BEGIN Record excerpts
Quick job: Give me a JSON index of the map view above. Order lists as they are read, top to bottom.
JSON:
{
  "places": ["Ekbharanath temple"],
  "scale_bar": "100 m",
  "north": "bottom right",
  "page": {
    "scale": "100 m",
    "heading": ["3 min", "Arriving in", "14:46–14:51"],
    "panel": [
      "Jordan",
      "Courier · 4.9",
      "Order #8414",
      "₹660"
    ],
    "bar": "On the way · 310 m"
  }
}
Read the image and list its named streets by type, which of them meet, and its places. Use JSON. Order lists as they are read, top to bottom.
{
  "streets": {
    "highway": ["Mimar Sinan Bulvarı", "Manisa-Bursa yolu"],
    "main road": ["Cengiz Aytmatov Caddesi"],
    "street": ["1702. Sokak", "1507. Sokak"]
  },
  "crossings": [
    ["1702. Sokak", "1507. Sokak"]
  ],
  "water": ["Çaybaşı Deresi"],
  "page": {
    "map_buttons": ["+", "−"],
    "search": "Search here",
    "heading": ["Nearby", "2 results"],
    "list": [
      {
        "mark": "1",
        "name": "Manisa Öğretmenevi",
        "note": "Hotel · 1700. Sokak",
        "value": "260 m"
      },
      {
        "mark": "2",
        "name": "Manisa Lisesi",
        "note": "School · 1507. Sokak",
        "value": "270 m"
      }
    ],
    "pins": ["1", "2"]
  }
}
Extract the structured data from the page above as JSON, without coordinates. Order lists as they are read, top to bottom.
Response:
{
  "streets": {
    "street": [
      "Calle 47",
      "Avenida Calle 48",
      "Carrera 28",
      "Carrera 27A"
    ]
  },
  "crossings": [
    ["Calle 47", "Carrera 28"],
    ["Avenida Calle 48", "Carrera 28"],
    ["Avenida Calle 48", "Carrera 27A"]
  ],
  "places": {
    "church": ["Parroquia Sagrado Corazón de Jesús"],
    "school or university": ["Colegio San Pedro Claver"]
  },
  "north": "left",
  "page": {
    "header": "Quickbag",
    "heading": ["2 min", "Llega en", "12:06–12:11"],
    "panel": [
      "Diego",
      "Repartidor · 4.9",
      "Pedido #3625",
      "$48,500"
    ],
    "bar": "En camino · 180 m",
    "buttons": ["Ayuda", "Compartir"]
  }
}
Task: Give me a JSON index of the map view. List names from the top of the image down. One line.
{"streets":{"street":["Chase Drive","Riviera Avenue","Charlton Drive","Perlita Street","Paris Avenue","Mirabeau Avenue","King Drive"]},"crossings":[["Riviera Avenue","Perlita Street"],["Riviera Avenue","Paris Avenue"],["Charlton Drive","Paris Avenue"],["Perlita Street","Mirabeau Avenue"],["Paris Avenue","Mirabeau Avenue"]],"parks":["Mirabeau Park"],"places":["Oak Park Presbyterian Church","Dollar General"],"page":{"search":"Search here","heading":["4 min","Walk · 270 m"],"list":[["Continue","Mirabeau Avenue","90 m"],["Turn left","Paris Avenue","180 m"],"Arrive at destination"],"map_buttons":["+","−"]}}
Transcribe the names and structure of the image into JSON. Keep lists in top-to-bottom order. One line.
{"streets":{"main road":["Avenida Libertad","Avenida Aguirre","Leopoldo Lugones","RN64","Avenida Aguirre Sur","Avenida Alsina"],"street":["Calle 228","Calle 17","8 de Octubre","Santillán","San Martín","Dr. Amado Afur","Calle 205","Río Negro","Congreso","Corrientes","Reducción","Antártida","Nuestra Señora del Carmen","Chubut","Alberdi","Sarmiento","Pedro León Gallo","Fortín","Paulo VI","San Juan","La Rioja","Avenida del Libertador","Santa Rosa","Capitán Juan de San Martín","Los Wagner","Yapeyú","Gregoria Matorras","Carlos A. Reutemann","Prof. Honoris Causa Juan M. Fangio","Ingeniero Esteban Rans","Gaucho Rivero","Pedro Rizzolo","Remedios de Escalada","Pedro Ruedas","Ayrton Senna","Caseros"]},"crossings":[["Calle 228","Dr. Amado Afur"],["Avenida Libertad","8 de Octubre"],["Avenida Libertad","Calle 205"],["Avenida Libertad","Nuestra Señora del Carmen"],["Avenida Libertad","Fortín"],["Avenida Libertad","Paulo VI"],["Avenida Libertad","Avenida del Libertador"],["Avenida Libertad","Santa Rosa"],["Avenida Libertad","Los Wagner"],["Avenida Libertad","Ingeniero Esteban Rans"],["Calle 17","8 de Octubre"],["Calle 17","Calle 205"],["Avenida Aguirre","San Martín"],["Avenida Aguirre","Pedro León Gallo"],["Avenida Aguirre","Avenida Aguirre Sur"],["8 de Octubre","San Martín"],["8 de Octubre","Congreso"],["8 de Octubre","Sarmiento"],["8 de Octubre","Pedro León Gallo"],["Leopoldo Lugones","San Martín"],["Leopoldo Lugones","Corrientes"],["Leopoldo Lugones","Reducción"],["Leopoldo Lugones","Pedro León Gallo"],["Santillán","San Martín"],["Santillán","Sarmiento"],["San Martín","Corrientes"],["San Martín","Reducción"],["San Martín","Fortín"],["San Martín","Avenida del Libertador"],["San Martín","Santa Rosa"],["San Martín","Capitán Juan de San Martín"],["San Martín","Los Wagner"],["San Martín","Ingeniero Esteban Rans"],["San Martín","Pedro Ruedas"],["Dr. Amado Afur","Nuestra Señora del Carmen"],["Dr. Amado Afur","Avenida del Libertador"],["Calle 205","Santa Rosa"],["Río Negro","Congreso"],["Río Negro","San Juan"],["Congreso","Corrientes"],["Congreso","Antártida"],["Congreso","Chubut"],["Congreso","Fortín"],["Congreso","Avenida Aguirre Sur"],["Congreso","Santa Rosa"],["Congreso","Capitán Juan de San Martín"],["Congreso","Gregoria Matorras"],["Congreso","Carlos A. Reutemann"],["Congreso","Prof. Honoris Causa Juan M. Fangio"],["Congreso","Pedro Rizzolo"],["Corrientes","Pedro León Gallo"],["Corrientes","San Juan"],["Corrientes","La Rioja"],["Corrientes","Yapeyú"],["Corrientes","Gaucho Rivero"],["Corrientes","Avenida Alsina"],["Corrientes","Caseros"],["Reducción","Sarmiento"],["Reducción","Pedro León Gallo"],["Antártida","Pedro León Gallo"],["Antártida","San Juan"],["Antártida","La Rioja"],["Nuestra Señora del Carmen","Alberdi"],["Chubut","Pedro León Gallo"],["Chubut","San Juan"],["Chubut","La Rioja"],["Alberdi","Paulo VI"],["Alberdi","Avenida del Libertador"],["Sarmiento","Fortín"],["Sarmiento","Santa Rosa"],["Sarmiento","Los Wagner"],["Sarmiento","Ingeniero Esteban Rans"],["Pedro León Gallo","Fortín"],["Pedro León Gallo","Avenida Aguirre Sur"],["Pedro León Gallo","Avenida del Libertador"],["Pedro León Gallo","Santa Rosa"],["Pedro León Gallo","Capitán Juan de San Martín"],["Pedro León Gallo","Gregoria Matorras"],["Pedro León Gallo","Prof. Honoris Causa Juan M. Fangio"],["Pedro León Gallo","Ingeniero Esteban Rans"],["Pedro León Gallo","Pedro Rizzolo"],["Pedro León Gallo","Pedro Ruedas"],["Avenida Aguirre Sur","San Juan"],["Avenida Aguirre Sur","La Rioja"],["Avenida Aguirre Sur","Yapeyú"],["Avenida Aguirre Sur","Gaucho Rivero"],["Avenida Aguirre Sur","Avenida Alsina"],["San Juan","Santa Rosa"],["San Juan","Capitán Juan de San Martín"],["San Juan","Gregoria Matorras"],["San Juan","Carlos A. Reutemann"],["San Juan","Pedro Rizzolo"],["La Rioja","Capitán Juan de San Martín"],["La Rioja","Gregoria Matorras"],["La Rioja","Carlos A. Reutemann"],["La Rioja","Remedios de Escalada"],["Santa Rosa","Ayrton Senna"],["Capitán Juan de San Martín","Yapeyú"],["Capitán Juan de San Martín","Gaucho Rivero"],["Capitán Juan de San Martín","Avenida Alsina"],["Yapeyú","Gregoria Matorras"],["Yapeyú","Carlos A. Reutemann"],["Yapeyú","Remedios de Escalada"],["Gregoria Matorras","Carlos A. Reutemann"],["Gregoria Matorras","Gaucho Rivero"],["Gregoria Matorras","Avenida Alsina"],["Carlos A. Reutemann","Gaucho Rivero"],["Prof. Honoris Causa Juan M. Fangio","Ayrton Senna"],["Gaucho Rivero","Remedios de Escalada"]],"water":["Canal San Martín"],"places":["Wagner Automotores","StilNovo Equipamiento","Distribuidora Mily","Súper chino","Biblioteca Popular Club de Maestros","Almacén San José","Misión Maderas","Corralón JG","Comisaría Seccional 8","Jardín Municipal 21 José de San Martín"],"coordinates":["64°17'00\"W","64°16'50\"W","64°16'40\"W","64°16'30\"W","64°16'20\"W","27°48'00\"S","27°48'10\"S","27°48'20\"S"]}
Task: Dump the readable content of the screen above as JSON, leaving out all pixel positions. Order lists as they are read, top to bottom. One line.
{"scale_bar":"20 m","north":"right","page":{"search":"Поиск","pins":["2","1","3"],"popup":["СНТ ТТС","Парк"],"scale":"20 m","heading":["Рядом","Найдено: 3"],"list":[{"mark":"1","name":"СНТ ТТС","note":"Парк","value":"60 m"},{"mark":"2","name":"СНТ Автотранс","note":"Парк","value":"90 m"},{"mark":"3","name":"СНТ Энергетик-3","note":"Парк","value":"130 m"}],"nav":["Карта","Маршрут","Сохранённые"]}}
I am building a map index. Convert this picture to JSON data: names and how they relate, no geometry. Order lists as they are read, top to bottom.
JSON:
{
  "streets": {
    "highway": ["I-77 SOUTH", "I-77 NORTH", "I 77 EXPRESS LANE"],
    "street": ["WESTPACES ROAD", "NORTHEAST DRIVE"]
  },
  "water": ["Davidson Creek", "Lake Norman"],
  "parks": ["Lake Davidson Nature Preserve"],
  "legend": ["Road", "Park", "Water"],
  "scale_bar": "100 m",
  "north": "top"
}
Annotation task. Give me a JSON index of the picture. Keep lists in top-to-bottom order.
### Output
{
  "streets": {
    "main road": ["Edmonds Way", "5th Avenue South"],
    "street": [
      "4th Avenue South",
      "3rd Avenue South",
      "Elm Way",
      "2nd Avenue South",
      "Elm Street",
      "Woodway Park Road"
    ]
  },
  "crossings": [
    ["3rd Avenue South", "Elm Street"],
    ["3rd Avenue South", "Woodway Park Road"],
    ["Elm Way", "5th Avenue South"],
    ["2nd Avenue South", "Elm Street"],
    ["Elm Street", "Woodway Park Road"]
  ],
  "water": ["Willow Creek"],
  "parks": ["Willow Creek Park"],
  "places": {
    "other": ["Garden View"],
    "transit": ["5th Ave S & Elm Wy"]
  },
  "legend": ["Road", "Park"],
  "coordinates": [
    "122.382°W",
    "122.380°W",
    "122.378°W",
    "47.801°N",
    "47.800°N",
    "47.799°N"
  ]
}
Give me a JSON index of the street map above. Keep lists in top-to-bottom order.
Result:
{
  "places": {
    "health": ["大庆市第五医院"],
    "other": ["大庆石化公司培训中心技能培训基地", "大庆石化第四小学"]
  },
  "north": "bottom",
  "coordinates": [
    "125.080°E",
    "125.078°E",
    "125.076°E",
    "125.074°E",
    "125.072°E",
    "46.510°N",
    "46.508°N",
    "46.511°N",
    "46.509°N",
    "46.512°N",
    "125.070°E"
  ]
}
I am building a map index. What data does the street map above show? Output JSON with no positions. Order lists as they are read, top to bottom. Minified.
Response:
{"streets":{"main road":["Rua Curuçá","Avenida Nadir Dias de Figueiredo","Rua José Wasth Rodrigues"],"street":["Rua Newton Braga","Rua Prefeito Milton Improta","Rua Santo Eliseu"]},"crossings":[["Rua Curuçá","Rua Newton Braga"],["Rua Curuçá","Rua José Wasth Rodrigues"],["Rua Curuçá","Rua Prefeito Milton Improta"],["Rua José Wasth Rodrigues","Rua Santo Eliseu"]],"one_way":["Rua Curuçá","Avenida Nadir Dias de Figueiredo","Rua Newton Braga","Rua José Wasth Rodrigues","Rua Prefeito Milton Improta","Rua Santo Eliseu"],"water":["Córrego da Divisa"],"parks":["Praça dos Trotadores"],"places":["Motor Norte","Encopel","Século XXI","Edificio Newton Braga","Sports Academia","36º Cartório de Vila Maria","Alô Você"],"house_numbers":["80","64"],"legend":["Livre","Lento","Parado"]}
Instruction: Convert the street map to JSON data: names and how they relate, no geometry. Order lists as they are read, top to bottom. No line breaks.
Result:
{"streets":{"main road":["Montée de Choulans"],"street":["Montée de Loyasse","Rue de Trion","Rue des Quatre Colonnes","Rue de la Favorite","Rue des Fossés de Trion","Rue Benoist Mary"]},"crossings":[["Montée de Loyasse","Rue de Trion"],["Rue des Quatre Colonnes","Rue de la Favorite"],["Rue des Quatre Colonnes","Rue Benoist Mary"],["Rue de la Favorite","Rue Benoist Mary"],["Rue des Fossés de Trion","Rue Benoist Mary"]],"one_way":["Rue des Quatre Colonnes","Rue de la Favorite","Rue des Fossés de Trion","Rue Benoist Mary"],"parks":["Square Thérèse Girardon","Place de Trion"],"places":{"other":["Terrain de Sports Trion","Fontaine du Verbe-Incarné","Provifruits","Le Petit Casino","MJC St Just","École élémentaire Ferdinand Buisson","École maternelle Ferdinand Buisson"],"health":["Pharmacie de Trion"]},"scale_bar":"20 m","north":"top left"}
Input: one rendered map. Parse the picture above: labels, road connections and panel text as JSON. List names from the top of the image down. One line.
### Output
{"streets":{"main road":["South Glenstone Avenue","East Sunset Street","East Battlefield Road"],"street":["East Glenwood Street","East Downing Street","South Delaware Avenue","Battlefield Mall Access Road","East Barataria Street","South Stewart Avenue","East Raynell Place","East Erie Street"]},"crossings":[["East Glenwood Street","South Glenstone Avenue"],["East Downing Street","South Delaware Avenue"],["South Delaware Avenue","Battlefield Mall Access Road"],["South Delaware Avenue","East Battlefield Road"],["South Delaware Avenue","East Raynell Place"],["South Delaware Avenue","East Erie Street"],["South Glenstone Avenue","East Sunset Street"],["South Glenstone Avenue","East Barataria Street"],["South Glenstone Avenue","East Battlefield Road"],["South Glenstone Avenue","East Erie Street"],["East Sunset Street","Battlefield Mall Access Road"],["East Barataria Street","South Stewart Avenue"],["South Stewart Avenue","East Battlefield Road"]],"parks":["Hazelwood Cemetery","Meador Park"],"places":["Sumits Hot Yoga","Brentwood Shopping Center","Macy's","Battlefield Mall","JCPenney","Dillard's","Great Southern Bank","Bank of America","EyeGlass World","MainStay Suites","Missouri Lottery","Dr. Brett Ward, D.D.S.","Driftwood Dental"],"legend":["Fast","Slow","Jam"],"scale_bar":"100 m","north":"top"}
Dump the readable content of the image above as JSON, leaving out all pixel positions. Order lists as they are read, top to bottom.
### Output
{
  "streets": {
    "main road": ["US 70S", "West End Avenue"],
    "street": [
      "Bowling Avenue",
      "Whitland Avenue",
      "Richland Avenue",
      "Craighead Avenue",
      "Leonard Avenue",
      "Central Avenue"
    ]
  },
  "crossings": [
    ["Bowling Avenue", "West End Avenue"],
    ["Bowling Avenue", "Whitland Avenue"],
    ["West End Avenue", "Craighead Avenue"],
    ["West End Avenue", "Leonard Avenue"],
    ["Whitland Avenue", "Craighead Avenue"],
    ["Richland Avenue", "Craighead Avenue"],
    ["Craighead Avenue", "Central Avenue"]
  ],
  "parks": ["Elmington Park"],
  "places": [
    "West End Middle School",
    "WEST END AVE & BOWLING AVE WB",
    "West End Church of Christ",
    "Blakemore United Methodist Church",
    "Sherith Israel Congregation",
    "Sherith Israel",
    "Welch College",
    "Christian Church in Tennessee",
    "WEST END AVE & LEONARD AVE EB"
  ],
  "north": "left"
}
END Record excerpts
**What to work on**
Return a copy of each line in the records above that has "heading" in it.

**The completed task**
    "heading": ["3 min", "Arriving in", "14:46–14:51"],
    "heading": ["Nearby", "2 results"],
    "heading": ["2 min", "Llega en", "12:06–12:11"],
{"streets":{"street":["Chase Drive","Riviera Avenue","Charlton Drive","Perlita Street","Paris Avenue","Mirabeau Avenue","King Drive"]},"crossings":[["Riviera Avenue","Perlita Street"],["Riviera Avenue","Paris Avenue"],["Charlton Drive","Paris Avenue"],["Perlita Street","Mirabeau Avenue"],["Paris Avenue","Mirabeau Avenue"]],"parks":["Mirabeau Park"],"places":["Oak Park Presbyterian Church","Dollar General"],"page":{"search":"Search here","heading":["4 min","Walk · 270 m"],"list":[["Continue","Mirabeau Avenue","90 m"],["Turn left","Paris Avenue","180 m"],"Arrive at destination"],"map_buttons":["+","−"]}}
{"scale_bar":"20 m","north":"right","page":{"search":"Поиск","pins":["2","1","3"],"popup":["СНТ ТТС","Парк"],"scale":"20 m","heading":["Рядом","Найдено: 3"],"list":[{"mark":"1","name":"СНТ ТТС","note":"Парк","value":"60 m"},{"mark":"2","name":"СНТ Автотранс","note":"Парк","value":"90 m"},{"mark":"3","name":"СНТ Энергетик-3","note":"Парк","value":"130 m"}],"nav":["Карта","Маршрут","Сохранённые"]}}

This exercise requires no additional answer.